Frequently Asked Questions
- Few-shot prompting means showing a model a few worked examples — pairs of input and the desired output — before asking it to handle a new case. The model reads the pattern and continues it, which is often more reliable than describing the behaviour in words.
- Labeled is the universal default and works everywhere. XML tags are clean for models like Claude that parse delimiters well and keep multi-line inputs separate. Q&A suits chat and question-answering tasks. Markdown reads nicely to humans and pastes well into docs. Switch formats any time and the block rebuilds.
- No. The block is assembled entirely in your browser with plain JavaScript. Nothing you type is sent to any model, server, or third party, and nothing is saved.
- Usually two to five. A handful of sharp, consistent examples beats a long list — every example consumes context on each call. Cover the cases you care about, including one tricky edge case, then stop.
- They're skipped. A pair only appears in the output once both fields — or at least one — contain text; rows where both input and output are empty are ignored, so you can leave a spare row open without affecting the result.
- Put it in your prompt right before the real task — in a system prompt, a user message, or a prompt template. The output is plain text, so it works with ChatGPT, Claude, Gemini, and most agent frameworks.
- Often, yes — for classification, extraction, formatting and tone-matching tasks, a concrete demonstration removes ambiguity that prose leaves open. The strongest prompts usually combine a short instruction with a few clean examples.
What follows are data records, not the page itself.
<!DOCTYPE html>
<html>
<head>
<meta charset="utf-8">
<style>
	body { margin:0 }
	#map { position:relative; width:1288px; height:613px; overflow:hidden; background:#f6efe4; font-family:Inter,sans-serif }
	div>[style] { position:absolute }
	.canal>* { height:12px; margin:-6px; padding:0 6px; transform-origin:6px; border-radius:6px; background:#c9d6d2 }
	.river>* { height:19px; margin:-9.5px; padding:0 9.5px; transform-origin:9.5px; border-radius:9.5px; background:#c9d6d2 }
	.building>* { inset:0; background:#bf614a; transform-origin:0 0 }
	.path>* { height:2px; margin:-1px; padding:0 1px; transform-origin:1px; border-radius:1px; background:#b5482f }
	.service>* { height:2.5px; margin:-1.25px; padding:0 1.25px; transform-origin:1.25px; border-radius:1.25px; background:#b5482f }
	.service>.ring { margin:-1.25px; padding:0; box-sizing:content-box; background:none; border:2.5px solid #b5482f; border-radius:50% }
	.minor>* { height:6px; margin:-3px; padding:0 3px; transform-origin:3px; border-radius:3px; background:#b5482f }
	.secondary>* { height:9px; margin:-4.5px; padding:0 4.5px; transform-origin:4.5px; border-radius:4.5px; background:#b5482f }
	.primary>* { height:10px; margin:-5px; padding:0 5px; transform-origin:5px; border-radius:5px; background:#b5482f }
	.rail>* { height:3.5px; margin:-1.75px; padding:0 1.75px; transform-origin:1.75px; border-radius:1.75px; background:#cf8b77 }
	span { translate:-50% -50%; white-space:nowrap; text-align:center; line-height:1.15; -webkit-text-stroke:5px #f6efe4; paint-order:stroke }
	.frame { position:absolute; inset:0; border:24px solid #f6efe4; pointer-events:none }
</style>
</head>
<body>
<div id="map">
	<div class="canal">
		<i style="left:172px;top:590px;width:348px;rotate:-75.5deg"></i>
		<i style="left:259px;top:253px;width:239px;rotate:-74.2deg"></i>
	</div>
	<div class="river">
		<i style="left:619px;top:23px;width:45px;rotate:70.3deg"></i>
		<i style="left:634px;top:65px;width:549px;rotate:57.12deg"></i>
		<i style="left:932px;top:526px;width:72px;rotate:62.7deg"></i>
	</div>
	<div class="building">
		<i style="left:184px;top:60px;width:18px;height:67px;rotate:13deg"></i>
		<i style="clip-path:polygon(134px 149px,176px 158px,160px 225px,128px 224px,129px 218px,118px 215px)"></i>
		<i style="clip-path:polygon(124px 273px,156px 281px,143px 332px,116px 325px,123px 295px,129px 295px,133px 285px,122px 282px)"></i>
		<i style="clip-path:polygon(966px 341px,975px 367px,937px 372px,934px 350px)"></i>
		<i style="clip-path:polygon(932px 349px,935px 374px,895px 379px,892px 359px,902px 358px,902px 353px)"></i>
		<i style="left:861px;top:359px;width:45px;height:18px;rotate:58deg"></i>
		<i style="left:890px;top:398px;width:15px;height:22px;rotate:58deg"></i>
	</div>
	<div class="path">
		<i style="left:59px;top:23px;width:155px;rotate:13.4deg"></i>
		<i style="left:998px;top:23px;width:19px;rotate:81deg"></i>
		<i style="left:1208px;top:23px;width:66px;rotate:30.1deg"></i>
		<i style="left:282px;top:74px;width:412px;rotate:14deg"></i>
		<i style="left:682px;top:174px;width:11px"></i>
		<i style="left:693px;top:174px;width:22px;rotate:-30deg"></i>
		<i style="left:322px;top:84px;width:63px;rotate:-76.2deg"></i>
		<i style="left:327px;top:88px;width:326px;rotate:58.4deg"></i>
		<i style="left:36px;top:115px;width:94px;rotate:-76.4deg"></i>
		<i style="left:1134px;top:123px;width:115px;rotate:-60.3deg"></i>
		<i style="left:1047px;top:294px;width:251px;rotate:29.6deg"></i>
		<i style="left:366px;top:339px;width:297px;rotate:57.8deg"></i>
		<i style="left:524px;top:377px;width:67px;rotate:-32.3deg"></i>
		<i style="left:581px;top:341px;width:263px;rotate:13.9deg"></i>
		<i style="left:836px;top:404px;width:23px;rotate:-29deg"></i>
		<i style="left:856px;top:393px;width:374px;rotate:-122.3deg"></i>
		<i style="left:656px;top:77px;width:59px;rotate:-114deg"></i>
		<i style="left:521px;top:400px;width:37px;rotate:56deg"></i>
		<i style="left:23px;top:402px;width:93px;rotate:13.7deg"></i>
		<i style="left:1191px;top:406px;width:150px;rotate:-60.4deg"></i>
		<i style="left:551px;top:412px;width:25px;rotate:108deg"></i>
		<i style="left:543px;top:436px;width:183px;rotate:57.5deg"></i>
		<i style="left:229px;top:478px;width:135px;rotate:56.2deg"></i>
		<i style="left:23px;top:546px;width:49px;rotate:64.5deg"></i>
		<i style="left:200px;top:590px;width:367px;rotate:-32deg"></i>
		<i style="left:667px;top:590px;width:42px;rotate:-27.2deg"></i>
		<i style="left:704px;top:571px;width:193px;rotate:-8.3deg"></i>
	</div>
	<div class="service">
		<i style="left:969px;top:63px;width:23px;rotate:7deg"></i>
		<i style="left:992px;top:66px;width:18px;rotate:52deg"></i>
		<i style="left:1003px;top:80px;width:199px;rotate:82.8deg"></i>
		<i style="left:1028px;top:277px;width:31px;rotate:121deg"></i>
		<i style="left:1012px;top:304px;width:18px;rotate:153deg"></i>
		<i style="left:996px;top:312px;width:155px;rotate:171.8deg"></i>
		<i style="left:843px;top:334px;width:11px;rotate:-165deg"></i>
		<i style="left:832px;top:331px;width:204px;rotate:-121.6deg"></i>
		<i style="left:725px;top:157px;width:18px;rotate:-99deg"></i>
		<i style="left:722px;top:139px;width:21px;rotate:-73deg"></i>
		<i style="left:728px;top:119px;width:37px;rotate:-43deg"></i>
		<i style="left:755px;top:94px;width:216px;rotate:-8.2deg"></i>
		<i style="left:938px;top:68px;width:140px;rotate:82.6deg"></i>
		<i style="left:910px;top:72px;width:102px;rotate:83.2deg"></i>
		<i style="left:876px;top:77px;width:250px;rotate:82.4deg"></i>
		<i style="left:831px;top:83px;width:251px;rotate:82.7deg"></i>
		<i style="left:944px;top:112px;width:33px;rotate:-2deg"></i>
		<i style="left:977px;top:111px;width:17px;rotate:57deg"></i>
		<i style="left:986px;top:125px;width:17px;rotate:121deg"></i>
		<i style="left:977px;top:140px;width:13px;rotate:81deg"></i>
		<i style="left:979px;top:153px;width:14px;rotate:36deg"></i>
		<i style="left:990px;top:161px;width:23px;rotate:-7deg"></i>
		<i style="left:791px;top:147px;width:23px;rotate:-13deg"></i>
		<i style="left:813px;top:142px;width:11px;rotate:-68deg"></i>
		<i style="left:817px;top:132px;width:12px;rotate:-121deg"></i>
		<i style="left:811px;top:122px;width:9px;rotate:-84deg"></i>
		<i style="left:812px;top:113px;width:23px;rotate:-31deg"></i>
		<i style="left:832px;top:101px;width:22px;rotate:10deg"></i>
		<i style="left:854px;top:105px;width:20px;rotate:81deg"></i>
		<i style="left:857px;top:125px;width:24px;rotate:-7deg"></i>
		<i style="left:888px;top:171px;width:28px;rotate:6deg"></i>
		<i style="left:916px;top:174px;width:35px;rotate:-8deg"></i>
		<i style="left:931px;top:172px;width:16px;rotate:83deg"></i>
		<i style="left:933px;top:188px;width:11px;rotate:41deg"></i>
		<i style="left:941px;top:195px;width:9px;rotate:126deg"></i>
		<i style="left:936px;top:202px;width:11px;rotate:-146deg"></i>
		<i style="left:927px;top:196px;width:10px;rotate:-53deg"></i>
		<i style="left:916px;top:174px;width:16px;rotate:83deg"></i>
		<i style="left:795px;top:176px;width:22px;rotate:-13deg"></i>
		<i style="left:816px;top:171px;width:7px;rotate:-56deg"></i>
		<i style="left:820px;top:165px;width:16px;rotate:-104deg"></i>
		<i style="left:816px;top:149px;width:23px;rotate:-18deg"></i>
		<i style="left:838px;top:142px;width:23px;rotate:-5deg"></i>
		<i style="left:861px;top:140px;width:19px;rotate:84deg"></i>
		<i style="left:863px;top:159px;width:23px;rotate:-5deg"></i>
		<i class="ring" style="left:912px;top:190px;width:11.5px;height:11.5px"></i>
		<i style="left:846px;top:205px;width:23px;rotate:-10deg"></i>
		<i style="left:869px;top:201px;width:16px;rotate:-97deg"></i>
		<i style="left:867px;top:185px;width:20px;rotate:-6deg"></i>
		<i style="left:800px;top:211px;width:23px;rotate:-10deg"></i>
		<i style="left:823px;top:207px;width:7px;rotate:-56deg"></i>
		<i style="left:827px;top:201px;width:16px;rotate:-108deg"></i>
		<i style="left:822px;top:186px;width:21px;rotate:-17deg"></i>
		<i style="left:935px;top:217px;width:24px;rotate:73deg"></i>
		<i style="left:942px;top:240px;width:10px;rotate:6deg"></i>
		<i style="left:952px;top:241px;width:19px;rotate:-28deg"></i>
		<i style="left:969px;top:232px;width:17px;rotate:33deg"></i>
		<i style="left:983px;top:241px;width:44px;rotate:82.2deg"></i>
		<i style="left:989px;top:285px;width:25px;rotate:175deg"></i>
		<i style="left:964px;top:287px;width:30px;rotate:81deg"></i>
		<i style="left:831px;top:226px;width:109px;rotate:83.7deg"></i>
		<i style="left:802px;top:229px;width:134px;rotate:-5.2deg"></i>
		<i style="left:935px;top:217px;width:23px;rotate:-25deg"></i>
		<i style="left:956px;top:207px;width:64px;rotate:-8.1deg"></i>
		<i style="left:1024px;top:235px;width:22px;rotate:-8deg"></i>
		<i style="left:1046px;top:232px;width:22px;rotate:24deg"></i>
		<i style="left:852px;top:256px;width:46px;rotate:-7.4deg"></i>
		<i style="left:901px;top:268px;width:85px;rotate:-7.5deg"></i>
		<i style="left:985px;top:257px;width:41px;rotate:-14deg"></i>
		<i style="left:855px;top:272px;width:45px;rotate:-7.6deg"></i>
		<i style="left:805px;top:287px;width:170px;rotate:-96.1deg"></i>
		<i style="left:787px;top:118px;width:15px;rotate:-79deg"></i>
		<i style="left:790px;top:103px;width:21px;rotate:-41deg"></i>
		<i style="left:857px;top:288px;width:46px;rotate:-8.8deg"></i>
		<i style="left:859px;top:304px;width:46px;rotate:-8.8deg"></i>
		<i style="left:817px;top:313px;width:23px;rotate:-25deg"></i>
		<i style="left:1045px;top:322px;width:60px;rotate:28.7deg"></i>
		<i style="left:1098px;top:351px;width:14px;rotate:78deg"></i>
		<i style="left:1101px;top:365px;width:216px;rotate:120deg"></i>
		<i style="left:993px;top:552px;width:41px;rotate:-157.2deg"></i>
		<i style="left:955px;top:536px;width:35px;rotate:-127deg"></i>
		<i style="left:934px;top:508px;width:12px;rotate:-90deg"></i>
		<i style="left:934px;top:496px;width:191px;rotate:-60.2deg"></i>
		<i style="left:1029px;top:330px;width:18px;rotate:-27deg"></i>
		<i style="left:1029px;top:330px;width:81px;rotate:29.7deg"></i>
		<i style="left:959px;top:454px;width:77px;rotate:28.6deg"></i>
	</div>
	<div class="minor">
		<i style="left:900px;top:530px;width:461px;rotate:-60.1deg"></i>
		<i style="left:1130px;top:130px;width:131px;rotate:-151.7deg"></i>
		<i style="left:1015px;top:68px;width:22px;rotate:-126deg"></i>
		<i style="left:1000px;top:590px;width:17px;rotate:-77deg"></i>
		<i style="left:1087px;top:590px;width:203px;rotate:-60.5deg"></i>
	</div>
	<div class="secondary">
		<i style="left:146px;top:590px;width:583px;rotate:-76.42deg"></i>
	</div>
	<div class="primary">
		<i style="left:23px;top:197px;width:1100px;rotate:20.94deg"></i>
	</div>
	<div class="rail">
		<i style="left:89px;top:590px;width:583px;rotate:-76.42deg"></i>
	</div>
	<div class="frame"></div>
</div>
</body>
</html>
- It can. Models are somewhat sensitive to ordering, so avoid leading with the hardest or most unusual case. A reasonable rule is to start with a clear, typical example and place edge cases later in the set.
- Yes. The formatted block is plain text you can drop into an agent's system message or any prompt template. Demonstrating the exact input/output shape you expect is a reliable way to constrain an agent's behaviour.
- Completely free, with no account or sign-up, and no limit on use. It runs in your browser and collects no data.